Phase 3: Output Hierarchy
Once the system has hit its limit for how deep it should dig, it has a massive, messy web of both broad overviews and highly specific, granular details.
- Gathering the Pieces: The system collects every successful “intermediate answer” it generated along the way, from the broad primer answer to the deeply specific answers found at the bottom of the search tree.
- The Final Polish: It takes this entire collection of context and feeds it back to the LLM one last time, alongside your original prompt. Behind the scenes, the system also preserves the “map” of how it found this information, in case the user interface wants to show the steps it took to get there.
DRIFT search is more computationally intensive than either local or global search alone, as it combines both approaches with iterative refinement.
Graph Analysis Example
This is a graph analysis of a sample book named “A Christmas Carol” by Charles Dickens indexed by this framework:
Entities with the most relationships. Image by author.

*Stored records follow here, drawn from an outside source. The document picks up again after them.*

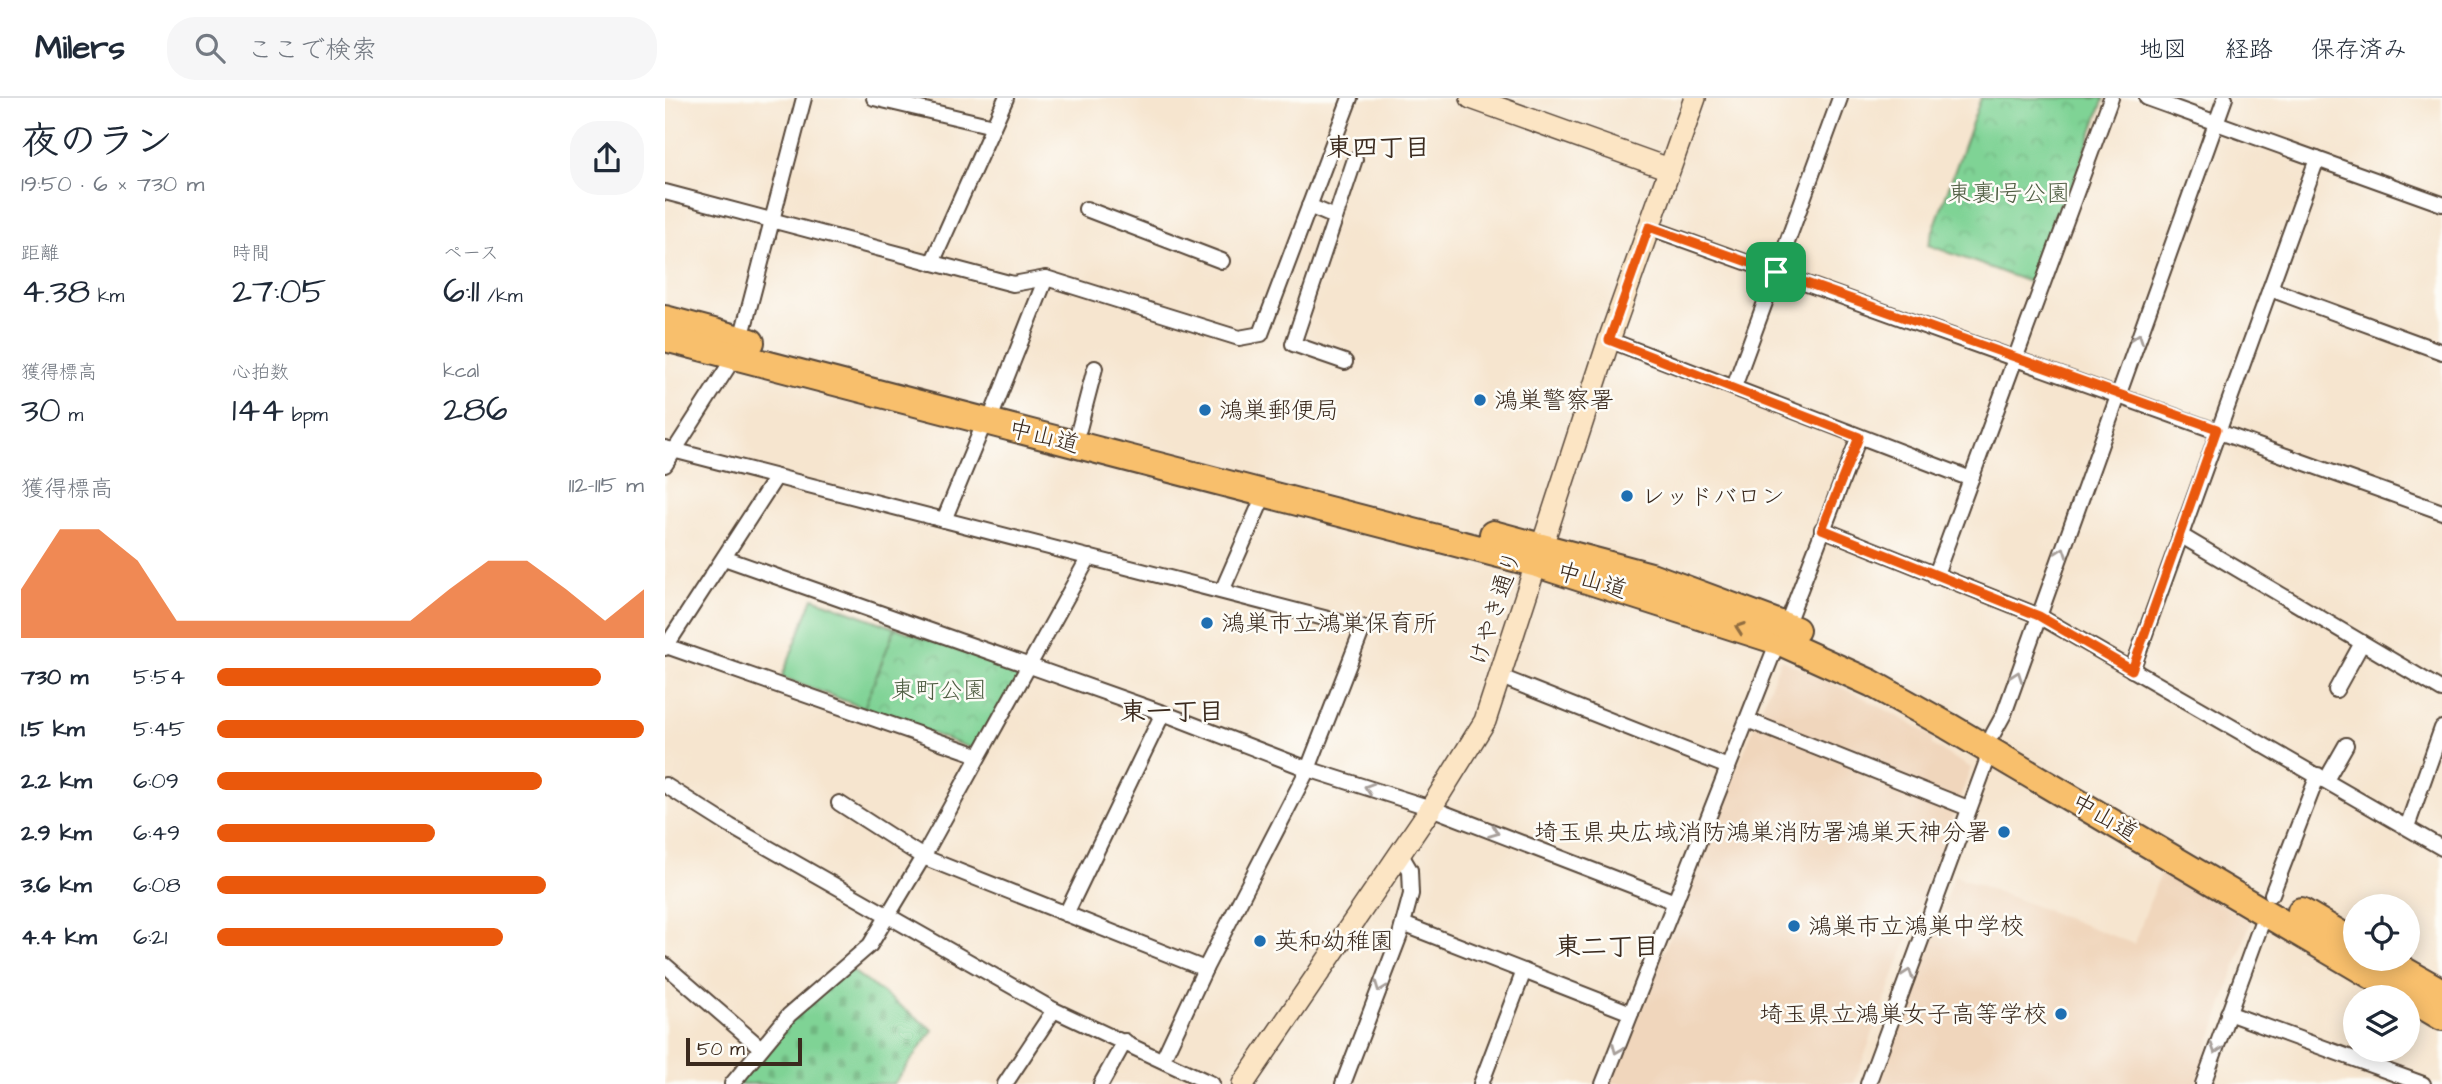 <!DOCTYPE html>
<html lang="ja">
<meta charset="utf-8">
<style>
:root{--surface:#fff;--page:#f6f6f7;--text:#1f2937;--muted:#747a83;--line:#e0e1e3;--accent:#ea580c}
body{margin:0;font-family:"Architects Daughter","Klee One",sans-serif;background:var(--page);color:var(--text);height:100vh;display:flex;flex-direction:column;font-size:26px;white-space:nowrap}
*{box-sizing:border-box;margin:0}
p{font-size:23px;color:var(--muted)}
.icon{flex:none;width:38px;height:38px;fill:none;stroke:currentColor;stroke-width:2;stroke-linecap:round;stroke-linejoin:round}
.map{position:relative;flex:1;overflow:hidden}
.sheet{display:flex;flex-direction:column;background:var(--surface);width:665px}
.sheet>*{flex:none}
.buttons{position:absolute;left:1678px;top:796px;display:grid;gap:14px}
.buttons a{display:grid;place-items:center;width:77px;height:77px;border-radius:50%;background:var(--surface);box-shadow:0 4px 18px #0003;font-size:35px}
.scale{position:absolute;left:21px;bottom:18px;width:116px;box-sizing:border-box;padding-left:7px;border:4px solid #3b2a1e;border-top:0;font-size:19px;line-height:24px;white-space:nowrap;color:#3b2a1e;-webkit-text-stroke:5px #fdfcf7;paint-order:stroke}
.pin{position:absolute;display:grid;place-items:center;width:60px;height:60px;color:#fff;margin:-30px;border-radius:14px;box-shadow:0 4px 10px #0006}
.round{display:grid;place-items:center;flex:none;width:74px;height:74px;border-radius:28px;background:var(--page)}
.head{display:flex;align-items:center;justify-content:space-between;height:119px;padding:0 21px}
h1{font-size:38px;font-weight:600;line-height:52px}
.figures{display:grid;grid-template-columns:repeat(3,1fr);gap:10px;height:119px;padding:7px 21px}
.figures div{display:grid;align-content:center}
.figures b{font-size:35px;font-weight:600}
.figures small{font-size:19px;font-weight:400}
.figures p{font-size:19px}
.chart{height:196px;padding:14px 21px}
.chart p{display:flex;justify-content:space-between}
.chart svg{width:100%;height:126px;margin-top:7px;fill:var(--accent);opacity:.7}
ul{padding:0 21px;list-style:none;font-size:23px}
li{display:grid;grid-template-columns:112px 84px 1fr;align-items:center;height:52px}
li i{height:18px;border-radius:9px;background:var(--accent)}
header{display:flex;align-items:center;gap:42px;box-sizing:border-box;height:98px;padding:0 35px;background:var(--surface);border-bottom:2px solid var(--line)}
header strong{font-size:33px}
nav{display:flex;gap:38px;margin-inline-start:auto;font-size:24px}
.search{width:490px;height:63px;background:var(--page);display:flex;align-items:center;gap:18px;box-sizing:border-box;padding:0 24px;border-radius:28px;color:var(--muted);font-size:26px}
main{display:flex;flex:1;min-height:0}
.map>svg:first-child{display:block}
</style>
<header>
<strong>Milers</strong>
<div class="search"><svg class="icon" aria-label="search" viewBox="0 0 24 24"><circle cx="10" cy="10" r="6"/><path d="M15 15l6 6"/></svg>ここで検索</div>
<nav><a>地図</a><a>経路</a><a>保存済み</a></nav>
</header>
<main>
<section class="sheet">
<div class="head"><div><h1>夜のラン</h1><p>19:50 · 6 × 730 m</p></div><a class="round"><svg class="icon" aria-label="share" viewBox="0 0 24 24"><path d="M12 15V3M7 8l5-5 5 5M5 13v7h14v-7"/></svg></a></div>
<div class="figures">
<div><p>距離</p><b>4.38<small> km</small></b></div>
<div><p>時間</p><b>27:05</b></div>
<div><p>ペース</p><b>6:11<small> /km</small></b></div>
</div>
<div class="figures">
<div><p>獲得標高</p><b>30<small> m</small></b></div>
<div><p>心拍数</p><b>144<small> bpm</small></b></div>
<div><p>kcal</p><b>286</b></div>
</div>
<div class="chart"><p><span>獲得標高</span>112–115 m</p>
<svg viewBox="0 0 160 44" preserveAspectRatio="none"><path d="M0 44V27L10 6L20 6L30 17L40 38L50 38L60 38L70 38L80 38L90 38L100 38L110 27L120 17L130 17L140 27L150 38L160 27V44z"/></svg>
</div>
<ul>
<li><b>730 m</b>5:54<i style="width:90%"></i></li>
<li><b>1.5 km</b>5:45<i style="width:100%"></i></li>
<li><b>2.2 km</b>6:09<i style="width:76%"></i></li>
<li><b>2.9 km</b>6:49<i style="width:51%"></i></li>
<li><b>3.6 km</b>6:08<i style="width:77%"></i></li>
<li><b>4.4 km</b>6:21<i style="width:67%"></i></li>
</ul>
</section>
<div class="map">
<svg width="1777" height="986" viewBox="0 0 1777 986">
<defs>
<pattern id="cemetery-stones" width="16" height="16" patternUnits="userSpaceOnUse" patternTransform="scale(1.75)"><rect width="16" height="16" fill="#7fd395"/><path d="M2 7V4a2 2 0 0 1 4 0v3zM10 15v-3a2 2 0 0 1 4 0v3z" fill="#6fb580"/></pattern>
<pattern id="park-crowns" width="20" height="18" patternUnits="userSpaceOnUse" patternTransform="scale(1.75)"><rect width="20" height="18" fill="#7fd395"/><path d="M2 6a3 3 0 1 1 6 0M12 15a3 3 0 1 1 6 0" fill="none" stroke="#6fb580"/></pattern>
</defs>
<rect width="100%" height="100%" fill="#fdfcf7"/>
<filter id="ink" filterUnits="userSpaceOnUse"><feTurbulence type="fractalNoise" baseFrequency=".0143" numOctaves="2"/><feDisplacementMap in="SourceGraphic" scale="14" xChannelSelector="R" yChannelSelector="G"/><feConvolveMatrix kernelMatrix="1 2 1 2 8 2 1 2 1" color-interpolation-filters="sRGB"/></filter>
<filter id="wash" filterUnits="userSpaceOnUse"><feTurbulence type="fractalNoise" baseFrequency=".00686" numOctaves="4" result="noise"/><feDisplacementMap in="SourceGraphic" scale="28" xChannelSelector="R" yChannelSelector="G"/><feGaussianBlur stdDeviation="1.57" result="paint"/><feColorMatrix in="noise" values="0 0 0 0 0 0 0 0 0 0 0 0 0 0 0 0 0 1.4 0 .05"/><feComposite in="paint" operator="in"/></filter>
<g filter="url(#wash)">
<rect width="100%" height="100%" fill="#f6e5cf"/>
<g fill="#f0d6bc">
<polygon points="1116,561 1199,600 1267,637 1267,647 1306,670 1189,986 946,986"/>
<polygon points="1497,771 1586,823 1531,986 1211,986 1289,777 1469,846"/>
</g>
<polygon fill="url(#cemetery-stones)" stroke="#5d7e5a" stroke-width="2" points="182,869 268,932 229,986 67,986 124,917"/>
<g fill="url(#park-crowns)" stroke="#5d7e5a" stroke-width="2">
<polygon points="1316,0 1439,0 1372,187 1263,147"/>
<polygon points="148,500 350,573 353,582 312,648 305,650 117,579"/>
</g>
<polygon fill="#7fd395" stroke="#5d7e5a" stroke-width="2" points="148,500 230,530 199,610 117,579"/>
</g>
<g filter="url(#ink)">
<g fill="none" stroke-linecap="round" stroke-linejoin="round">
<g stroke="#574639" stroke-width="18">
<g id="street">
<polyline points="209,0 328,28"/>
<polyline points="1482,0 1777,106"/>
<polyline points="0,94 348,186 381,180 574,240 596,236 685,0"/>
<polyline points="644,108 670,119"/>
<polyline points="421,111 557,163"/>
<polyline points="983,129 1777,414"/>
<polyline points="267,165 341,0"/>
<polyline points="1605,191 1777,254"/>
<polyline points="76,241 139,0"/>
<polyline points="944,242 1306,381"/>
<polyline points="680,264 628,246 690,61"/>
<polyline points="1069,289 1175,0"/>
<polyline points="329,311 381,180"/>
<polyline points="414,331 430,270"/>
<polyline points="0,350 698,530 643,671 540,871 498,961"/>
<polyline points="0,367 70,258"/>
<polyline points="279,422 320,323"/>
<polyline points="1157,431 1374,518 1777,750"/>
<polyline points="1515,437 1777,592"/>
<polyline points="59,460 498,615 643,671 766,710 1010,804"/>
<polyline points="1270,479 1446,0"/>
<polyline points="557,493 600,395"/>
<polyline points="1121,528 1194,339"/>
<polyline points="1,548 313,657"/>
<polyline points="0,550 111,379"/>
<polyline points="1467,572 1652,61"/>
<polyline points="836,579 1063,669"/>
<polyline points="1671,592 1697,545"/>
<polyline points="1082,622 1303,710"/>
<polyline points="1328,636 1339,616 1560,0"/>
<polyline points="1661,682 1681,647"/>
<polyline points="0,687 65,728 389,912 547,986"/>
<polyline points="174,705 258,759 540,871"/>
<polyline points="1742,729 1777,630"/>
<polyline points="1607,796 1653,677"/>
<polyline points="401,816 498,615"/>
<polyline points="738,826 966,915"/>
<polyline points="0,867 96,950"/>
<polyline points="1563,915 1758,986"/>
<polyline points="67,986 124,917 205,847 258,759 424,459"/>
<polyline points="340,986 389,912"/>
<polyline points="436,986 460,943"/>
<polyline points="678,986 735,837 746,796 745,772 735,755"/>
<polyline points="816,986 859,873"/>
<polyline points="938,986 1113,543"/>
<polyline points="1203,986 1326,652"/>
<polyline points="1538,986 1601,813"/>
</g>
</g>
<g stroke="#574639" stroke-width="24">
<g id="secondary">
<polyline points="806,0 1004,71"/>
<polyline points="578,986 766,710 820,623 944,242 1030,0"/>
</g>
</g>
<g stroke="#574639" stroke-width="30">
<g id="highway">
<polyline points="0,221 86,244"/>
<polyline points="0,240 872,466 1113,543 1206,585 1283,628 1777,919"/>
<polyline points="828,436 986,478 1131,532"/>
<polyline points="1636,813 1690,845"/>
<polyline points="1719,861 1777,894"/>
</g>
</g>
<use href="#street" stroke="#fff" stroke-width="14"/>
<use href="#secondary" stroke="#fce5c4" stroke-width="21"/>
<use href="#highway" stroke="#f8bf6c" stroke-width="26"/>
</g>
<defs><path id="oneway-chevron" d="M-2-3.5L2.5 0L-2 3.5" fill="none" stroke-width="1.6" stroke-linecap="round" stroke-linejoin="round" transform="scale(1.75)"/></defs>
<g stroke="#a79f9a">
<use href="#oneway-chevron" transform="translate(1473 240) rotate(-70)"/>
<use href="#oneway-chevron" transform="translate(1397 454) rotate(-70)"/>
<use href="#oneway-chevron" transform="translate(1352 578) rotate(-70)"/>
<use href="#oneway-chevron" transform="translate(704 690) rotate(-162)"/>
<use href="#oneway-chevron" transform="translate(829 734) rotate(21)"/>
<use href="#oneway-chevron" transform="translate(1243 876) rotate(-70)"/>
<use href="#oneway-chevron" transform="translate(715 889) rotate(111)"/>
<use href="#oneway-chevron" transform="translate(952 951) rotate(112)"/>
<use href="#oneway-chevron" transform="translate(1551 951) rotate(109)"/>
</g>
<use stroke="#906d41" href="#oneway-chevron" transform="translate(1075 530) rotate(-161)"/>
</g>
<g fill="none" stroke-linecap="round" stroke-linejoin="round" filter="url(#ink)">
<g stroke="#fff" stroke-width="14">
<polygon id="route" points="984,129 1552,331 1467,572 1374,518 1157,431 1194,339 944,242"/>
</g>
<use href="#route" stroke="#ea580c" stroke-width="9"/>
</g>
<g fill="#1f6fb2" stroke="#fdfcf7" stroke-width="2.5">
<circle cx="815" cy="302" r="7"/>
<circle cx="540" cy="312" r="7"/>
<circle cx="962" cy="398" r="7"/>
<circle cx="542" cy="525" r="7"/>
<circle cx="1339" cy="734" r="7"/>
<circle cx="1129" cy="828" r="7"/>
<circle cx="595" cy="843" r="7"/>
<circle cx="1396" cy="916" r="7"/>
</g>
<g text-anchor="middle" stroke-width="5" stroke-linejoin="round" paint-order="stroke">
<g font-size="24" fill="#4f5d42" stroke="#fdfcf7">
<text x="1344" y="103">東裏1号公園</text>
<text x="274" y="600">東町公園</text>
</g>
<g font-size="24" fill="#3b2a1e" stroke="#fdfcf7" text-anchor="start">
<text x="829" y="310">鴻巣警察署</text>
<text x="554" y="320">鴻巣郵便局</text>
<text x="976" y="406">レッドバロン</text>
<text x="556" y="533">鴻巣市立鴻巣保育所</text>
<text x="1325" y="742" text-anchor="end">埼玉県央広域消防鴻巣消防署鴻巣天神分署</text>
<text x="1143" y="836">鴻巣市立鴻巣中学校</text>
<text x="609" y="851">英和幼稚園</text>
<text x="1382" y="924" text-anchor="end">埼玉県立鴻巣女子高等学校</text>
</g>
<g font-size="24" fill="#3b2a1e" stroke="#fdfcf7">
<text transform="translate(379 338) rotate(14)" y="8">中山道</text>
<text transform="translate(927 482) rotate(17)" y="8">中山道</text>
<text transform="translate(830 510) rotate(-72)" y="8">けやき通り</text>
<text transform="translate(1440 719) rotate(30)" y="8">中山道</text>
</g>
<g font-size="26" font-weight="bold" fill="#3b2a1e" stroke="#fdfcf7">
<text x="713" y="58">東四丁目</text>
<text x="507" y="622">東一丁目</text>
<text x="942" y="857">東二丁目</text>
</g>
</g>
</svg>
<div class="buttons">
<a><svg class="icon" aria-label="locate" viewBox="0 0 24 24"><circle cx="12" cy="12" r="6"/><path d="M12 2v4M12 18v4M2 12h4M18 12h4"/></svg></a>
<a><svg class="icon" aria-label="layers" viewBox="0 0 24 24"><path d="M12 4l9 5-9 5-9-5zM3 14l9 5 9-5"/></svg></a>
</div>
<div class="scale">50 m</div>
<div class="pin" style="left:1111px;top:174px;background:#1e9e55"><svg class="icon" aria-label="arrive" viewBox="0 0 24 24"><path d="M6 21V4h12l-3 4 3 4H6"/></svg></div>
</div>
</main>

Without any hesitation, we can assume that Scrooge is the book’s main character. I would also venture a guess that Ebenezer Scrooge and Scrooge are actually the same entity, but as the MSFT GraphRAG lacks an entity resolution step, they weren’t merged.
It also shows that analyzing and cleaning the data is a vital step to reducing noise information, as Project Gutenberg has 13 relationships, even though they are not part of the book story.
Final Notes
- They conducted an experiment where they compared the Global Search’s comperhensiveness and diversity of different community levels(C0-C3), naive rag(SS), and hierarchical text summarization(TS). In summary we can say that the intermediate community levels outperformed other configurations: C2 ≈ C3 ≥ C1 > C0 ≈ TS » SS
- What GraphRAG is really buying you vs Hierarchical text summarization is: semantic partitioning before summarization But it comes with a cost:
| Approach | Cost | Quality |
|---|---|---|
| Hierarchical text summarization | low | decent |
| GraphRAG | high (indexing expensive) | better global reasoning |
The paper even shows: Graph indexing took ~281 minutes for ~1M tokens
- The paper literally suggests hybrid approaches: combine embedding-based retrieval with graph-based summaries
- You should note that the implementation of GraphRAG by MSFT is not optimized for production use. For instance, the output of the indexing phase is some parquet files and a vector store, which it loads all of them in memory for inferencing(which is not scalable for large corpora). Although, this notebook shows you how to import the output artifacts into a Neo4j graph database, which is more suitable for production use.
- Also this blog provides implementations for global and local search using Neo4j graph database.